«C’è una tendenza, nelle trame, a evolvere in direzione della morte»: così scriveva Don DeLillo nel suo capolavoro Libra, romanzo centrato sull’omicidio di Kennedy in cui la tanto anticipata narrazione dei «sette secondi che spezzarono la schiena al secolo americano» arriva solo alla fine del libro, senza peraltro dissipare il mistero che da sempre avvolge la dinamica degli eventi. In modo simile è strutturato Il tuffo, terzo romanzo dello scrittore britannico Jonathan Lee, appena uscito in Italia nella buona traduzione di Sara Reggiani (Sur, pp. 445, euro  18.50). L’anno è il 1984 e l’evento che funge da centro gravitazionale dell’intera vicenda è l’attentato all’allora primo ministro Margaret Thatcher.

Nella notte del 12 ottobre una bomba esplode al Grand Hôtel di Brighton, dov’è in corso il congresso del Partito Conservatore britannico; Thatcher, che è in camera ad apportare gli ultimi ritocchi al suo discorso, ne esce illesa, ma cinque persone muoiono nell’esplosione e trenta restano ferite. Nei mesi successivi un membro dell’IRA, Patrick Magee, è condannato a otto ergastoli, colpevole di aver posizionato e innescato la bomba a orologeria dopo essersi registrato in albergo sotto falso nome. C’è il sospetto che abbia agito con un complice – alcuni membri del personale dell’hôtel ricordano vagamente una persona che era con lui – ma di quest’uomo non è rimasta traccia. Esiste sempre un confine oltre il quale la ricostruzione storica non può spingersi, ed è qui che subentra la narrativa: secondo Jonathan Lee, solo la fiction può farci entrare «sotto la pelle della storia».

L’affascinante prologo del romanzo si apre proprio con l’iniziazione nell’IRA del giovane Dan: il ragazzo è al cospetto di Dawson, uno dei pezzi grossi dell’organizzazione; su di lui girano voci terribili, ma a Dan sembra più un innocuo ragioniere; dice di amare i cani che porta al guinzaglio più di sua moglie, chiede al ragazzo se conosce Shakespeare, gli ricorda che «un’Irlanda occupata dagli inglesi non sarà mai un’Irlanda libera», e a un certo punto porge a Dan una pistola, offrendogli tre alternative: «Sparare a un cane, la prima. Farti sparare, la seconda. La terza è sparare a noi. Anche se quest’ultima non ti conviene».
Dalla decisione di Dan si propagano, come increspature sull’acqua, le vicende del romanzo. In un’intervista l’autore ha accomunato la struttura del libro a un tuffo da una piattaforma di dieci metri: «Volevo mostrare il volo del tuffo a partire dal primo slancio – i piccoli gesti e le parole dai quali può scaturire un tentato omicidio – passando per tutti gli avvitamenti e le capriole, fino al momento irreversibile dell’impatto. Come facciamo a sapere cosa va perso in un atto terroristico se non guardando a fondo quello che c’era prima?».

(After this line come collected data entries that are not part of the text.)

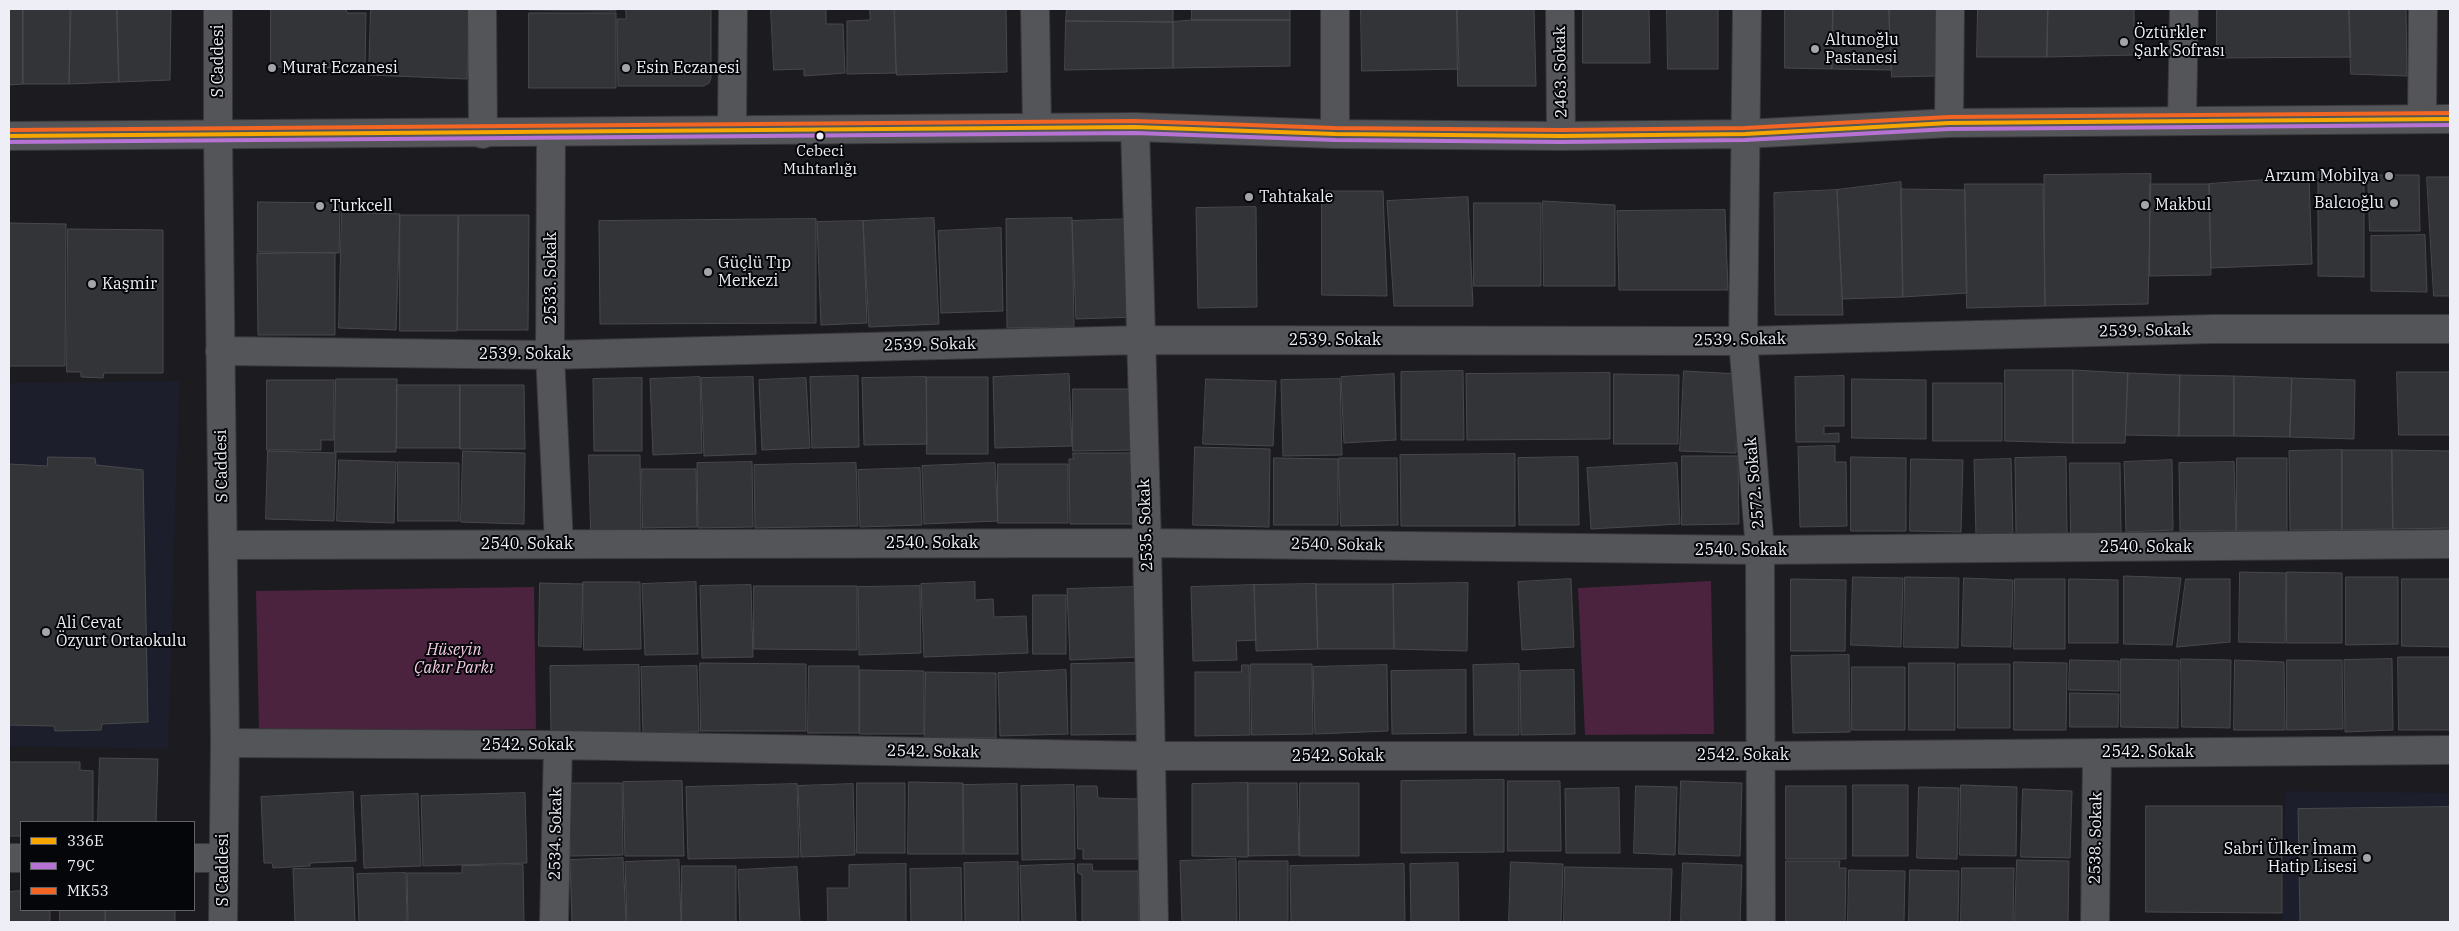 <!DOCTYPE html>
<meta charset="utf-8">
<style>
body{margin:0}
#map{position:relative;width:2459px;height:931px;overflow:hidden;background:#1b1b20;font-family:"IBM Plex Serif",serif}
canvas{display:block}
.frame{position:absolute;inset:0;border:10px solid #eeeff6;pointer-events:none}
.legend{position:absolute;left:20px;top:821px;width:175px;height:90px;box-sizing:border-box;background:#050609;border:1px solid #626368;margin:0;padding:6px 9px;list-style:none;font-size:15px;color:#eeeff6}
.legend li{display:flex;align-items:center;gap:10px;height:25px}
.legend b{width:25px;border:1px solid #626368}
</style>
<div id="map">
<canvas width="2459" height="931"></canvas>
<div class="frame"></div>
<ul class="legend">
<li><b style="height:6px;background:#f7a600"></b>336E</li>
<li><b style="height:6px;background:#b673d3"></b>79C</li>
<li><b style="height:6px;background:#f26522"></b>MK53</li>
</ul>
</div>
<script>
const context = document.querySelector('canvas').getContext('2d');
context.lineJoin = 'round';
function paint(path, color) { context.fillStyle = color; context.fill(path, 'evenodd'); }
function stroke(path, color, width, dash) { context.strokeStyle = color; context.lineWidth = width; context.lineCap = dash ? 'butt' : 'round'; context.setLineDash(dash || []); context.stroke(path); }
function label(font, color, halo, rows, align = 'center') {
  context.font = font + ' "IBM Plex Serif",serif'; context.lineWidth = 4; context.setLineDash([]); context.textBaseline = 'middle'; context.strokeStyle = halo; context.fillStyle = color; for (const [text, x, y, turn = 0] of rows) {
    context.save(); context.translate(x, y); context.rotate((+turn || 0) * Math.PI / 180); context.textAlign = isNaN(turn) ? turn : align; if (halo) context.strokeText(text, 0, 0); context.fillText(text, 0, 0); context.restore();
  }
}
paint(new Path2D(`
 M179,381L168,749L9,746V383Z
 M2286,791L2450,793V922H2282Z`), '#1c1e2b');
paint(new Path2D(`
 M1711,581L1714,734L1585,735L1578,588Z
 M534,587L536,729L259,732L256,591Z`), '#4b233e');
const building = new Path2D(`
 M9,9H23V84L9,85Z
 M23,9H70L69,84H23Z
 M117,9H171L170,80L119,82Z
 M117,9L119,82L69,84L71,10Z
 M271,9H346L347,13H366L365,68L271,67Z
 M371,9H469L467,79L369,75Z
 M529,9H616V11L529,10Z
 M626,9H711V78L709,83L704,86H618L617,19H626Z
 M771,9H826V24H843L845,73L804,76V69L774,70Z
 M870,9H894L896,73L847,74V21L870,20Z
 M895,9H1006L1007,72L897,75Z
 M1067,9H1173V22L1066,21Z
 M1192,9H1290V20H1192Z
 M1361,9H1457L1459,69L1362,71Z
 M1457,9H1534L1536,86H1458Z
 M1583,9H1649L1650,63H1583Z
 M1667,9H1718V69H1668Z
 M1785,9H1833L1832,69L1785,68Z
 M1833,9H1889L1891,70L1832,69Z
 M1889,9H1936L1937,76L1892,77Z
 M1978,9H2048L2047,57H1977Z
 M2048,9H2134V55L2047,57Z
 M2217,9H2349L2351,57L2217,58Z
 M2349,9H2406L2407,76L2351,74Z
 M529,13H616V88H529Z
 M1192,20H1290V66L1173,68V22Z
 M1066,21L1173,22V68L1065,70Z
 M2364,171V277L2318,276V172Z
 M2151,174L2148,304L2045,306L2044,175Z
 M2368,175H2419L2420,231H2370Z
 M2309,177L2312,264L2211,268L2209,184Z
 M2427,177H2450V296H2434Z
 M1901,182L1903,297L1842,299L1837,190Z
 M1965,184H2043L2045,306L1967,308Z
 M2150,184H2209L2211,275L2150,276Z
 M1901,189L1965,190L1967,293L1903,297Z
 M1837,190L1843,315H1775L1774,193Z
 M1322,191H1383L1387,296L1322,295Z
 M1468,197L1473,306H1394L1387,201Z
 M1543,201L1615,205V286H1544Z
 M258,202L340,203L339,253L258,252Z
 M1474,203H1541V286H1474Z
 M1256,207L1257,307L1198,308L1196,208Z
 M1725,210L1728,290H1619L1617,211Z
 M342,212L400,214L396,330L339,328Z
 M400,215H458L457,331H400Z
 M459,215H529L528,330H458Z
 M934,218L939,324L869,327L863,221Z
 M1072,218L1074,327L1007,328L1006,219Z
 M816,219V323L600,324L599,221Z
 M1133,219L1136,317L1076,319L1072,221Z
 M863,221L867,323L821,325L817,222Z
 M9,223L66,224L65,366H9Z
 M1001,228L1003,311L941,313L938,231Z
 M68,229L163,230V373H104L103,378L81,377V372H67Z
 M2425,235L2427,292L2371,291V236Z
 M335,253V335H258L257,254Z
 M2005,370H2073V443L2005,441Z
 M2073,370L2128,373L2125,443H2073Z
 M1463,371L1464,440H1401V372Z
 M1684,371L1739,374L1736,453L1680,451Z
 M2397,372H2450V435H2399Z
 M1610,373V439L1467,440L1466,374Z
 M2128,373L2180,375L2179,436L2126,435Z
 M1069,374L1072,446L995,448L993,377Z
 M1394,374L1396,440L1344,443L1341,377Z
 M1614,374L1679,375L1678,444H1614Z
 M2180,375L2234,376V436H2179Z
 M858,376L859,447L812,448L810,377Z
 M1844,376V426H1824V434L1839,433V442H1796L1795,377Z
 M2234,376L2292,378L2290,437L2234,436Z
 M700,377L702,453L653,455L650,379Z
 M753,377L756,454L704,456L701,378Z
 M926,377L927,444L864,445L862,378Z
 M927,377H988V454H927Z
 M642,378V451H594L593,379Z
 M806,378L810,448L762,450L759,380Z
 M2292,378L2355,380L2354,439L2290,437Z
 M336,379H397L396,452H335Z
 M1206,379L1276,381L1273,446L1203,444Z
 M1340,379L1342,455L1283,456L1281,380Z
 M1852,379L1926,380V439L1852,438Z
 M267,380H334V440H321V450H267Z
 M1933,383H2002V441H1933Z
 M397,385H460V448H397Z
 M460,385H524L525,449H460Z
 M1073,389H1134V450L1073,451Z
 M1835,446V462H1846L1847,526L1800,527L1798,447Z
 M1195,447L1270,449L1269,527L1193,525Z
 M2342,450H2392L2393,529L2342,530Z
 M2342,450V530H2290L2289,451Z
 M2392,450L2450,451V528L2393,529Z
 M268,451L336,453L334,521L266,519Z
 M463,451L525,453L524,524L461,522Z
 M1073,453H1135V524H1070L1069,459H1073Z
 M1515,454V526H1401L1400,455Z
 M589,455H640L641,530L591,531Z
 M1682,456H1738L1739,524L1682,525Z
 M48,457L95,458L96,465L143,470L148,722L102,724L101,730L55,731L54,726L9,725V464L47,466Z
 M1578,457L1579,525H1519L1518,458Z
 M1851,457L1906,458V531H1851Z
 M2066,457L2067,533L2016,534L2015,458Z
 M1274,458L1338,459V525H1274Z
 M1339,458H1397L1398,525L1341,526Z
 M2237,458H2287V531H2237Z
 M1911,459L1963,460L1961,532L1910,531Z
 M2011,459L2013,534L1976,535L1974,460Z
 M339,460L396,462L394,523L337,521Z
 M2172,460L2173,530L2126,532L2124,462Z
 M398,462L459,463V521H398Z
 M752,462L753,527L698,528L697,463Z
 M2234,462L2236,531H2180L2179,463Z
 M856,463L858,526L755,528L754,465Z
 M995,463L998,521L924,524L922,466Z
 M1677,463L1680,524L1591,529L1587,468Z
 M2070,463H2120L2121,533H2071Z
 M998,464H1068V523H998Z
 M920,468L922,525L860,527L858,470Z
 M642,469H696L697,527L643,528Z
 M2240,572L2286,573L2285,643L2239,642Z
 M2287,572L2342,573V643H2287Z
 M2124,576L2181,578L2172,645L2124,644Z
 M1853,577L1903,578L1901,647L1851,645Z
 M1905,577L1959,578L1958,648L1904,647Z
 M2346,577H2398V644L2346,645Z
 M1964,578L2013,580L2011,647L1962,646Z
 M1571,579L1574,647L1522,650L1518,582Z
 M1791,579L1846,580L1845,651H1791Z
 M2015,579H2065V649H2014Z
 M2069,579L2118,580V643H2069Z
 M2186,579H2230V642L2177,647Z
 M2402,579H2450V647L2402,646Z
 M583,582H640L641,649L584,650Z
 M696,582L698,654L645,655L642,584Z
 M975,582V600L993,599L994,617L1026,616L1028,653L924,657L921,584Z
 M540,583L583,584L581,647L539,646Z
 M1468,583L1467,651L1394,649L1393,584Z
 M1316,584L1318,649L1256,651L1254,585Z
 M1316,584H1393L1394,649H1318Z
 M751,585L753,657L702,658L700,586Z
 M1254,585L1256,640L1236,641L1237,660L1193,661L1191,587Z
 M754,586H857V650L754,649Z
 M920,586L921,653L859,655L858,587Z
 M1136,587L1139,657L1070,660L1067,589Z
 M1033,595H1066V654H1033Z
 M1849,655L1850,732L1793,733L1791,656Z
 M2398,657H2450V730H2399Z
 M2121,659L2179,660L2178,728L2121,727Z
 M2181,659L2231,660L2230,728L2182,727Z
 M2392,659L2393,730L2345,732L2344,660Z
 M2070,660L2119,661V691L2069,690Z
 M2235,660L2284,662L2285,730H2234Z
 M2287,660H2342L2343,729L2287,730Z
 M2014,662L2067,663L2066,730H2014Z
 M700,663L806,664V731H701Z
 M1140,663L1141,734L1071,735V664Z
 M1909,663H1955V730H1909Z
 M1251,664H1312L1313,734L1252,735Z
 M1519,664V735H1474L1473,665Z
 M1958,664H2010V728H1958Z
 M639,665L640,733H551L550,666Z
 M1242,665H1249L1250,735L1195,736V672H1241Z
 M1387,665L1388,731L1315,734L1313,667Z
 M697,666L699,732L643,733L641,667Z
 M809,666H859V733H808Z
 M1852,667H1905V730H1852Z
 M860,670L924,671V734H860Z
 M1066,670L1068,734L1000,736L998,673Z
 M1466,670V733L1392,734L1391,671Z
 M1574,670L1575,734L1521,735L1520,671Z
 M926,672L996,673V738H925Z
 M2070,693L2119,694L2118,727H2070Z
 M100,758L158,759L156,822H98Z
 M9,762H80V770L93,771V822H21V836H9Z
 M1504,780V852L1401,853V781Z
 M682,781L684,856H625L623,782Z
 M1508,781H1560L1561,851H1508Z
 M1681,781L1742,783L1740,856L1679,854Z
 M909,782L963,783V854H908Z
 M570,783H622L623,855L571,856Z
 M857,783H905V853H857Z
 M1248,783V857L1192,856V784Z
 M1248,783H1297L1299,855L1249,856Z
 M1300,783H1359V856H1300Z
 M797,784L799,857L688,859L686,787Z
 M853,784L855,855L801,857L798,786Z
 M1017,784L1018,854H964L963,785Z
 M1074,785L1075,859L1022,860L1021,786Z
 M1853,785H1908V856H1853Z
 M1961,785L2017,787L2016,856L1960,855Z
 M1077,786H1097L1098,798L1138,799V859H1083V849H1078Z
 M1636,786L1677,787L1675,855L1634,853Z
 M1786,786H1846V859H1786Z
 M1919,787L1959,788L1957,859L1917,858Z
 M1619,788L1620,853H1566L1565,789Z
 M2023,789L2072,791L2070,858L2021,857Z
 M353,792L356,861L310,863V866L273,868L272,863H264L261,797Z
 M525,793L527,863L423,866L421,796Z
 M418,794L421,866L364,868L361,796Z
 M2146,806H2282V913L2146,912Z
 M2450,807V922H2300L2298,809Z
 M623,858L626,922H572L570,860Z
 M1236,859L1237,922H1182L1180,861Z
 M679,860L681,922H627L625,862Z
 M2017,860L2069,861L2068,922H2015Z
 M1239,861H1288V922H1240Z
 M1786,861H1840L1839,868H1846L1845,922H1786Z
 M1018,862L1019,922H965L964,863Z
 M1511,862L1563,864L1561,922H1509Z
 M1458,863L1459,922H1411L1410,864Z
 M1683,863L1742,865L1740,922H1681Z
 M906,864V922H828L827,888H849V865Z
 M1074,864L1076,922H1022L1020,866Z
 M1078,864H1092L1093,871H1138L1139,922H1082V875L1078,873Z
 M1404,864L1405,922H1291L1290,866Z
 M523,865L524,922H408L407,873H462V866Z
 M682,866H736V922H682Z
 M797,867L800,922H740L738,870Z
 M1565,867L1672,869L1670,922H1564Z
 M353,868L355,922H295L293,869Z
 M961,868L962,922H911L910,869Z
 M1962,868H2014L2013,922H1961Z
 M1849,870L1905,871L1904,922H1848Z
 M1910,870L1959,871L1958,922H1909Z
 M406,873L407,922H359L357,874Z
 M21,891V910H50V922H9V892Z
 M60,910H105V922H60Z
 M106,910H175V922H106Z`);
paint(building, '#333438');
stroke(building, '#48494d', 1);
const street = new Path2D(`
 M482,9L483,134
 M1035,9L1037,127
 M1560,9L1561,136
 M1747,9L1743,341L1760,550L1761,922
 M2422,119L2423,9
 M2182,121L2184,9
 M1949,123L1950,9
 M1135,127L1147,543L1154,922
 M732,130L733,9
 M551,132L550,355L559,544
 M1335,134V9
 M220,351L550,355L1140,340L1743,341L2213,329H2450
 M223,545L1147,543L1760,550L2450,544
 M225,743L558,745L1151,756H1761L2450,750
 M9,858H21
 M194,858H223
 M554,922L558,745
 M2095,922L2097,753`);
const secondary = new Path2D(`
 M218,9V136L225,743L223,922
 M9,136L1135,127L1335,134L1561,136L1745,134L1949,123L2450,119`);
stroke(street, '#38383c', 30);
stroke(secondary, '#38383c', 30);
stroke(street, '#545558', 28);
stroke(secondary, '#545558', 28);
stroke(new Path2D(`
 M9,136L1135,127L1335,134L1561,136L1745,134L1949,123L2450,119`), '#f7a600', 4);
stroke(new Path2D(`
 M9,142L1135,133L1335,140L1561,142L1745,140L1949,129L2450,125`), '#b673d3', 4);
stroke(new Path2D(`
 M9,130L1135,121L1335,128L1561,130L1745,128L1949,117L2450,113`), '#f26522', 4);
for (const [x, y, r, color] of [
 [2124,42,5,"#a4a5ab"],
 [1815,49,5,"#a4a5ab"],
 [272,68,5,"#a4a5ab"],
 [626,68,5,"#a4a5ab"],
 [820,136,4.5,"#eeeff6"],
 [2389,176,5,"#a4a5ab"],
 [1249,197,5,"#a4a5ab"],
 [2394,203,5,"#a4a5ab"],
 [2145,205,5,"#a4a5ab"],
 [320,206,5,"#a4a5ab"],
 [708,272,5,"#a4a5ab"],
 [92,284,5,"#a4a5ab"],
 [46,632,5,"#a4a5ab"],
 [2367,858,5,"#a4a5ab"]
]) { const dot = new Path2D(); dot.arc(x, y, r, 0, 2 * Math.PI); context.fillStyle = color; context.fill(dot); stroke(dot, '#050609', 2); }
label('15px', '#eeeff6', '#050609', [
 ["Cebeci",820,152],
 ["Muhtarlığı",820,170]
]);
label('16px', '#eeeff6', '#050609', [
 ["Öztürkler",2134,33],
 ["Şark Sofrası",2134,51],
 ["Altunoğlu",1825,40],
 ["Pastanesi",1825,58],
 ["Murat Eczanesi",282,68],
 ["Esin Eczanesi",636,68],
 ["Arzum Mobilya",2379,176,"right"],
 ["Tahtakale",1259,197],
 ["Balcıoğlu",2384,203,"right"],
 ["Makbul",2155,205],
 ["Turkcell",330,206],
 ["Güçlü Tıp",718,263],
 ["Merkezi",718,281],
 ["Kaşmir",102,284],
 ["Ali Cevat",56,623],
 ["Özyurt Ortaokulu",56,641],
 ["Sabri Ülker İmam",2357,849,"right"],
 ["Hatip Lisesi",2357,867,"right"]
], 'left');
label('16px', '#eeeff6', '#050609', [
 ["S Caddesi",218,61,-90],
 ["2463. Sokak",1561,72,-91],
 ["2533. Sokak",551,278,-90],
 ["2539. Sokak",2145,331,-1],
 ["2539. Sokak",1335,340],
 ["2539. Sokak",1740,340,-1],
 ["2539. Sokak",930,345,-1],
 ["2539. Sokak",525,354],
 ["S Caddesi",222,466,-91],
 ["2572. Sokak",1755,483,-95],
 ["2535. Sokak",1146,525,-92],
 ["2540. Sokak",932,543],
 ["2540. Sokak",527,544],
 ["2540. Sokak",1337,545,1],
 ["2540. Sokak",2146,547],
 ["2540. Sokak",1741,550],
 ["2542. Sokak",528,745],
 ["2542. Sokak",933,752,1],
 ["2542. Sokak",2148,752],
 ["2542. Sokak",1743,755],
 ["2542. Sokak",1338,756],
 ["2534. Sokak",556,834,-89],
 ["2538. Sokak",2096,838,-89],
 ["S Caddesi",223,870,-90]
]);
label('italic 16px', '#f3cbe3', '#050609', [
 ["Hüseyin",454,650],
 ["Çakır Parkı",454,668]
]);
</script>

Durante la lunga e aggraziata caduta libera facciamo la conoscenza di Philip «Moose» Finch, vice direttore del Grand Hôtel che in gioventù aveva davanti a sé una carriera di tuffatore ma che si è ritrovato, ultraquarantenne e con un matrimonio fallito alle spalle, a puntare tutto sulla buona riuscita del Congresso per ottenere un’agognata promozione; sua figlia Freya, alle prese con le speranze e le indecisioni tipiche dell’adolescenza, le prime delusioni d’amore, un rapporto complicato ma affettuoso col padre, un futuro ancora vago davanti a sé. E poi tutta una serie di comprimari non meno affascinanti e credibili – quella gente che, come afferma l’autore, «se mai finisce nei libri di storia, viene relegata alle note a piè pagina o racchiusa tra parentesi».

Lo stile di Lee è elegante senza essere pretenzioso, i dialoghi hanno un ritmo cinematografico e la narrazione – che all’inizio procede forse un po’ troppo a rilento – acquista sempre più velocità, la tensione si accumula, gli eventi precipitano verso l’inevitabile impatto. Se è vero, come ha scritto DeLillo, che la narrativa è «la sospensione della realtà di cui ha bisogno la storia per sfuggire ai propri confini brutali», Il tuffo di Jonathan Lee ci regala la consapevolezza – più che mai preziosa in questi tempi di terrorismo – che forse non ha senso parlare di buoni e cattivi, colpevoli e innocenti: prima o poi la storia sommerge tutti.